Quantitative MRI and 3D-Printing for Monitoring Periprosthetic Joint Infection
Abstract
Joint replacements are becoming increasingly commonplace with over 130,000 joint arthroplasties being performed annually in Canada. Although joint replacement surgery is highly successful, implants do occasionally fail and need to be replaced via costly and difficult revision surgery. Periprosthetic joint infection (PJI) has recently become the leading reason for revision of both hip and knee replacements, which is unfortunate because PJI is difficult to diagnose and treat effectively; diagnosis is made particularly difficult by the lack of established non-invasive (imaging) means of evaluating PJI. This thesis aims to demonstrate that magnetic resonance imaging (MRI) has potential for diagnosing and monitoring PJI through advances in implant design and novel application of quantitative imaging.

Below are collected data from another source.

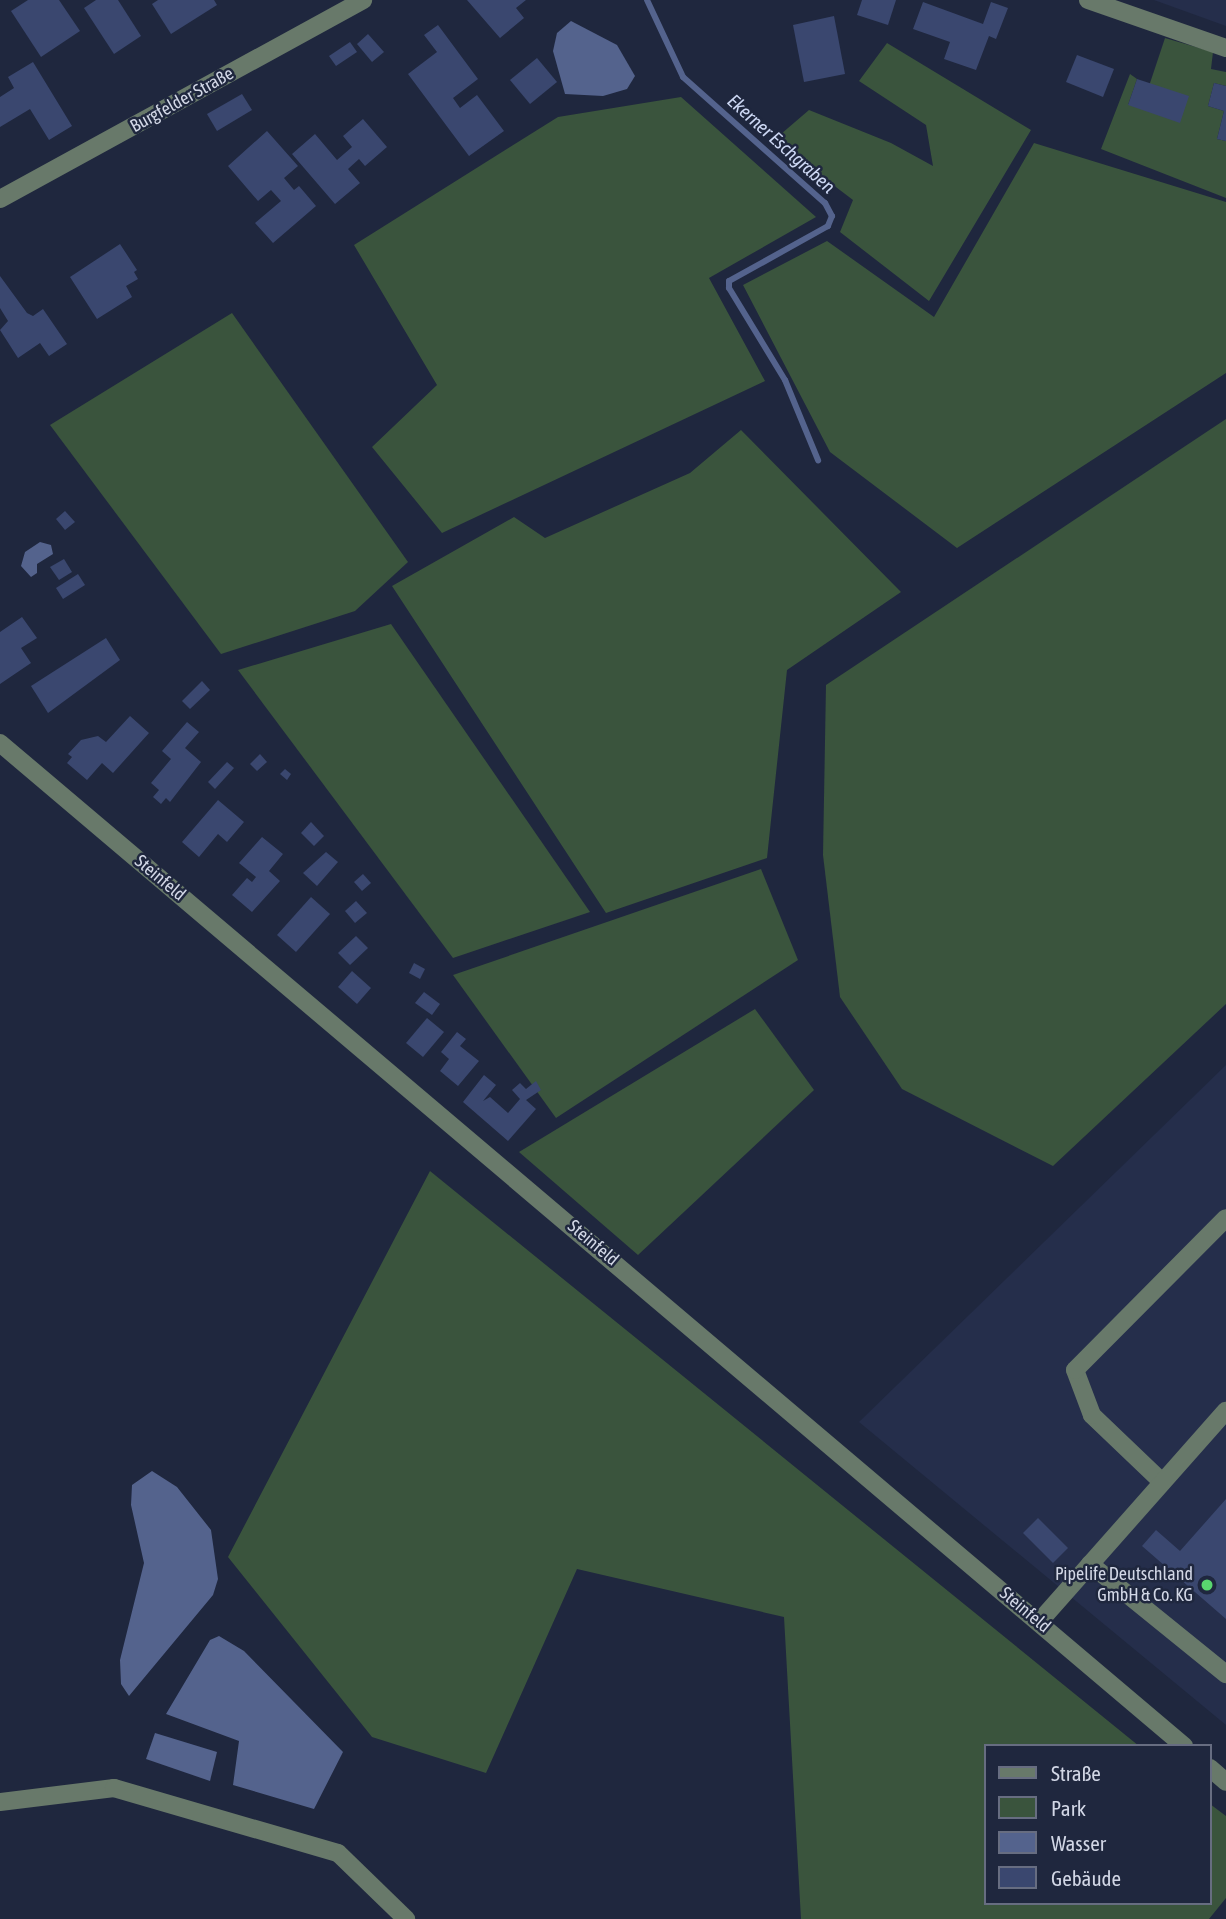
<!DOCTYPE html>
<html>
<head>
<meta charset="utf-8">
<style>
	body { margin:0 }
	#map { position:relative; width:1226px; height:1919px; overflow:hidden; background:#1f273e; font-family:"Asap Condensed",sans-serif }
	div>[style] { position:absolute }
	.built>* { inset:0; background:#252e4b }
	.green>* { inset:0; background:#3a543d }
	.water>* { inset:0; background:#54638d }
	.stream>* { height:6px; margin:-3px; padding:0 3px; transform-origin:3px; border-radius:3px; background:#54638d }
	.building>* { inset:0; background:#3a476f }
	.minor>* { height:18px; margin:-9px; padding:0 9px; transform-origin:9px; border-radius:9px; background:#68796a }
	.dots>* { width:19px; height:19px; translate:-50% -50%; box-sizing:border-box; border:4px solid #1f273e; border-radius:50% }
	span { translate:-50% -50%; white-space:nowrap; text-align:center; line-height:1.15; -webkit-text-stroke:5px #1f273e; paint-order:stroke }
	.street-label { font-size:18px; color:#d2d7e6 }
	.poi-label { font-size:18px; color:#d2d7e6 }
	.right { translate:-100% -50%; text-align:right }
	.water-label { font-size:19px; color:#ccd7f3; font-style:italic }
	.legend { position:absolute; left:984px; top:1744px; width:228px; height:161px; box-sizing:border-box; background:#1f273e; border:2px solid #676d81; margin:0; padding:9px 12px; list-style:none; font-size:21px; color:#d2d7e6 }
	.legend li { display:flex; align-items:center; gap:14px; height:35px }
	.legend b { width:35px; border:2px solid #676d81 }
</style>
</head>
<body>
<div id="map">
	<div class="built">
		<i style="clip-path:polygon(1154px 0,1226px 0,1226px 26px)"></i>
		<i style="clip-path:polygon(1226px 1065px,1226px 1725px,859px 1422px)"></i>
	</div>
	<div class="green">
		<i style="clip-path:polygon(1165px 38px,1213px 52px,1211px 69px,1226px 72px,1226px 86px,1214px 83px,1208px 106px,1224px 111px,1217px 139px,1226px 141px,1226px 198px,1101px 149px,1130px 74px,1137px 79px,1128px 105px,1150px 83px)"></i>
		<i style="clip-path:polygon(887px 43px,1031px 130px,929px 301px,840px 232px,853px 200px,774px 140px,809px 110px,891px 143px,933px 166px,926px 125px,859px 81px)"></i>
		<i style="clip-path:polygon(681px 97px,816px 217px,709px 278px,765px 381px,442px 533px,372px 447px,437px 385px,354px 245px,558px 117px)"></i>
		<i style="clip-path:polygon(1034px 143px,1226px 202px,1226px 373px,957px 548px,830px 452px,743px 285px,827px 241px,934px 317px)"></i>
		<i style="clip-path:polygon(232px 313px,408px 562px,355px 611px,221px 654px,50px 425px)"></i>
		<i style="clip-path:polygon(1226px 419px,1226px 1004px,1053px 1166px,902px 1089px,840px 997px,823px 855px,826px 685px)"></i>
		<i style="clip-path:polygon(741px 430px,901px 592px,787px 670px,767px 858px,606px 913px,392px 586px,514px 517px,545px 538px,690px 473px)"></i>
		<i style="clip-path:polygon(391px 624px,590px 912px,453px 958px,238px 670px)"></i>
		<i style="clip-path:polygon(761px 869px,798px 960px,556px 1118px,453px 975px)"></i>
		<i style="clip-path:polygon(755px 1009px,814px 1090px,638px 1255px,519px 1152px)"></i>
		<i style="clip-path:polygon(430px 1171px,1139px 1746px,986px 1746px,986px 1903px,1210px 1903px,1210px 1804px,1226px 1816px,1226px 1898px,1209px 1919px,801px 1919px,784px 1617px,577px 1569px,486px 1773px,372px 1737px,228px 1557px)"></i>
	</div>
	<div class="water">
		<i style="clip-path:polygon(571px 21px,617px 45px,635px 76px,627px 89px,603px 96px,565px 94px,553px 51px,557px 33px)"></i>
		<i style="clip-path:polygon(40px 542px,51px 545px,53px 554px,37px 564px,37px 573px,31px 577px,21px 566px,25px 552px)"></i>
		<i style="clip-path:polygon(152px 1471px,177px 1487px,211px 1530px,218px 1579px,213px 1595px,129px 1696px,121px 1684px,120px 1660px,144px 1563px,131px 1505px,132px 1485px)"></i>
		<i style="clip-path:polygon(219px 1636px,244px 1651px,343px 1752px,314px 1809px,233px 1785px,239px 1741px,166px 1714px,210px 1640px)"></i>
		<i style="clip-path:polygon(155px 1733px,217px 1752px,210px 1781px,146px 1759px)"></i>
	</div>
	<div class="stream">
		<i style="left:647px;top:0;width:85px;rotate:64.9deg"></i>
		<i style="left:683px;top:77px;width:190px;rotate:41.6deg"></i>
		<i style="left:825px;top:203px;width:15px;rotate:62deg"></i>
		<i style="left:832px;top:216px;width:11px;rotate:112deg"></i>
		<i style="left:828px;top:226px;width:113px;rotate:150.9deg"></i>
		<i style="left:729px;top:281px;width:7px;rotate:90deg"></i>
		<i style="left:729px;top:288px;width:108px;rotate:58.7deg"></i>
		<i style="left:785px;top:380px;width:87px;rotate:67.6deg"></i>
	</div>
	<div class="building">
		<i style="clip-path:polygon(28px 0,59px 0,80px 31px,41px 57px,11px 11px)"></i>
		<i style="clip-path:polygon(96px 0,118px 0,141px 36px,114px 54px,84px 8px)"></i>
		<i style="clip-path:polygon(158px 0,214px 0,217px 5px,171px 34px,152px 4px)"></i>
		<i style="clip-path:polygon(467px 0,526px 0,516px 8px,524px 18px,500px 38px)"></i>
		<i style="clip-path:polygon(862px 0,896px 0,888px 25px,857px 15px)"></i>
		<i style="clip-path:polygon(923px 2px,983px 24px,991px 2px,1008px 8px,996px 39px,989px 36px,976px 70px,944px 59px,950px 42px,913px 29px)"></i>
		<i style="clip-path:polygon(834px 16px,845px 74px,804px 82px,793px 25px)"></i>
		<i style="clip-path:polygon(438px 25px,478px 79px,453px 98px,460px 108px,477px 95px,504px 131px,469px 156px,408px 74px,437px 52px,424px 35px)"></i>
		<i style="clip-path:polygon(368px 34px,384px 52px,372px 62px,357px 44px)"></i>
		<i style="clip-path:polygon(350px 42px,357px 52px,336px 66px,329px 56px)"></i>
		<i style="clip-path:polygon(1077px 55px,1114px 69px,1103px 97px,1066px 82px)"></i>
		<i style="clip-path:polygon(537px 58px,557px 82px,530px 104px,510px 80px)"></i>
		<i style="clip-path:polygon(33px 62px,72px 126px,49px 140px,30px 109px,0 127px,0 97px,14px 88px,8px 77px)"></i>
		<i style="clip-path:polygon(1137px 79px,1189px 96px,1180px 123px,1128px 105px)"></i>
		<i style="clip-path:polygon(1214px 83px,1226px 86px,1226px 141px,1217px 139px,1224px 111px,1208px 106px)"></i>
		<i style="clip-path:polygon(242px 94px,252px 110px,217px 131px,207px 114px)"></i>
		<i style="clip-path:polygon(363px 119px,387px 147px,365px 166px,359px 159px,348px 169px,360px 183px,335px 204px,292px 154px,315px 134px,337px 160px,352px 147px,343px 136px)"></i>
		<i style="clip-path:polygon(267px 131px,298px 166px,284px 178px,294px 190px,299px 186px,316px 206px,273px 243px,255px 223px,281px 201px,271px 190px,258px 201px,228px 166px)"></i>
		<i style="clip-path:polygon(120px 244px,137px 270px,134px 272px,138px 279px,126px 286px,132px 297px,97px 319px,70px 277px)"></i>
		<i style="clip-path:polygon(0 276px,27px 313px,33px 316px,43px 309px,67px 344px,49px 356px,40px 343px,18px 358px,0 330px,8px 321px,0 308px)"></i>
		<i style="clip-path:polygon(65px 511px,75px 522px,65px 530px,56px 519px)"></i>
		<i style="clip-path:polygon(64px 559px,72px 572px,59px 580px,50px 567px)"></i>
		<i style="clip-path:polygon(78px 574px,85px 585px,63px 599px,56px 588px)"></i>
		<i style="clip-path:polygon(22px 617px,37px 638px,21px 648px,31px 663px,0 684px,0 632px)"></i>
		<i style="clip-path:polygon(106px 638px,120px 660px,48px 713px,31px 686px)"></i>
		<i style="clip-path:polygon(202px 681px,210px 690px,190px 709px,182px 701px)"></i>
		<i style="clip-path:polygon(130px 716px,149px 733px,113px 773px,102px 763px,87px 780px,67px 763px,72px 757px,68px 754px,81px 740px,98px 736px,106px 742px)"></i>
		<i style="clip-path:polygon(187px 722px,199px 732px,185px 748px,201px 762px,170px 802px,166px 798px,161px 804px,153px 797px,159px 790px,151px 783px,171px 759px,162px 751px)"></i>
		<i style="clip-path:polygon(260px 754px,267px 762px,257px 771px,250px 764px)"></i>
		<i style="clip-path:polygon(227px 762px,234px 768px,215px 789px,208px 782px)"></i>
		<i style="clip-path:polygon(285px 769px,291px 774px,287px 780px,280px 774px)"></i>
		<i style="clip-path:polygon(218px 800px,244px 822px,227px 842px,218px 834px,199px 857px,182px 842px)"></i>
		<i style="clip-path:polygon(311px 822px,324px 836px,314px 846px,301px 833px)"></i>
		<i style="clip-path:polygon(262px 837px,283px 854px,269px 871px,280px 881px,252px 912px,232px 895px,247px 878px,252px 882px,256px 877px,239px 863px)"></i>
		<i style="clip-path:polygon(326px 852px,338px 862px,317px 886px,303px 873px)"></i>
		<i style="clip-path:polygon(363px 874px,371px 883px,362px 891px,354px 882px)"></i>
		<i style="clip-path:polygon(311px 897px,330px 914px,296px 952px,277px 935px)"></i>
		<i style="clip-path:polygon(356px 901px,367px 913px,355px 923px,345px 911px)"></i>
		<i style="clip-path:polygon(356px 936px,368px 948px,350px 965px,338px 953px)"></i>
		<i style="clip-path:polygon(414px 963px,425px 969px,420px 979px,409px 973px)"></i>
		<i style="clip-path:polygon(352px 971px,371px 988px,357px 1004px,338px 987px)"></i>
		<i style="clip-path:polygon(424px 992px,440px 1004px,432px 1015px,415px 1003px)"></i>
		<i style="clip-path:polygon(427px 1018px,444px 1032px,423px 1057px,406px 1043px)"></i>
		<i style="clip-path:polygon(457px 1032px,466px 1039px,460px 1046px,479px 1061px,458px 1086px,440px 1071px,449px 1059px,441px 1052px)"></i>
		<i style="clip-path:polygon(484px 1075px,496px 1085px,483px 1101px,490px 1097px,508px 1113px,520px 1099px,512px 1090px,520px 1083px,526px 1089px,536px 1081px,541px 1090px,526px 1100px,536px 1109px,508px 1141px,463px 1102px)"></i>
		<i style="clip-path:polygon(1226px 1499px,1226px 1619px,1142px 1546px,1156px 1530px,1180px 1551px)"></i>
		<i style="clip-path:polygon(1038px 1518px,1068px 1548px,1053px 1563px,1023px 1533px)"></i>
	</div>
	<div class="minor">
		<i style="left:1088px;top:0;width:146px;rotate:19.2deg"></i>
		<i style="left:0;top:199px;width:414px;rotate:-28.7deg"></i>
		<i style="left:0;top:743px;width:1552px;rotate:40.27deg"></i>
		<i style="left:1162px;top:1482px;width:97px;rotate:-136.3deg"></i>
		<i style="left:1092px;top:1415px;width:48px;rotate:-110.7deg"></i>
		<i style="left:1075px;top:1370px;width:214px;rotate:-45.2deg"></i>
		<i style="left:1090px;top:1564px;width:175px;rotate:39deg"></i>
		<i style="left:1039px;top:1622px;width:282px;rotate:-48.5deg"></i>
		<i style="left:1210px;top:1768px;width:21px;rotate:41deg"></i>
		<i style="left:0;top:1802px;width:115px;rotate:-7deg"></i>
		<i style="left:114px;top:1788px;width:233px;rotate:16.2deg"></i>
		<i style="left:338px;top:1853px;width:95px;rotate:44.1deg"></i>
	</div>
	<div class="dots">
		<i style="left:1207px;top:1585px;background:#59d56f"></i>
	</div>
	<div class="street-label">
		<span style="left:182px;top:100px;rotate:-29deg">Burgfelder Straße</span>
		<span style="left:160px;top:878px;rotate:40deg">Steinfeld</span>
		<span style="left:593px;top:1243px;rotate:40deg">Steinfeld</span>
		<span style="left:1025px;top:1610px;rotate:40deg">Steinfeld</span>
	</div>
	<div class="poi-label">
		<span class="right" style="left:1193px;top:1585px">Pipelife Deutschland<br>GmbH &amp; Co. KG</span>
	</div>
	<div class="water-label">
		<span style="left:781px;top:144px;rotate:42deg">Ekerner Eschgraben</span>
	</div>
	<ul class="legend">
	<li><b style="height:9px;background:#68796a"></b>Straße</li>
	<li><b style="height:19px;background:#3a543d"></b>Park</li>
	<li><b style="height:19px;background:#54638d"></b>Wasser</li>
	<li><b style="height:19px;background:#3a476f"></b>Gebäude</li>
	</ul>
</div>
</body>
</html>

The recent proliferation of metal 3D-printing has already inspired the clinical use of 3D-printed porous metal devices due to their favorable osseointegration and mechanical properties. This thesis explores an important MRI benefit to porous implants: their decreased effective magnetic susceptibility and proportional decrease in imaging artifacts. This is relevant to PJI because MRI is already well-established in diagnosing musculoskeletal infections, but metals cause image obscuring signal loss. This work shows that 3D-printed porous metal structures are likely to avoid this limitation, as their effective magnetic susceptibility is linearly proportional to porosity; if true, MRI will be able to diagnose PJI as easily as non-prosthetic joint infections.
This thesis describes a novel use for two important parameters measured by quantitative MRI: effective relaxation rate (R2*) and magnetic susceptibility (QSM; quantitative susceptibility mapping). This work seeks to address an important unmet need in PJI treatment – the ability to monitor drug release during localized antibiotic delivery – by exploiting these parameters’ proportionality to gadolinium concentration. This idea is centered around using gadolinium-based MRI contrast agents as a surrogate small-molecule that acts as a proxy for drugs to study diffusion-controlled release. An initial implementation of this concept showed promising results, including the ability to fit the data to a mathematical model of drug release. This shows the potential of MRI as a non-invasive means of monitoring localized antibiotic treatment of PJI post-revision.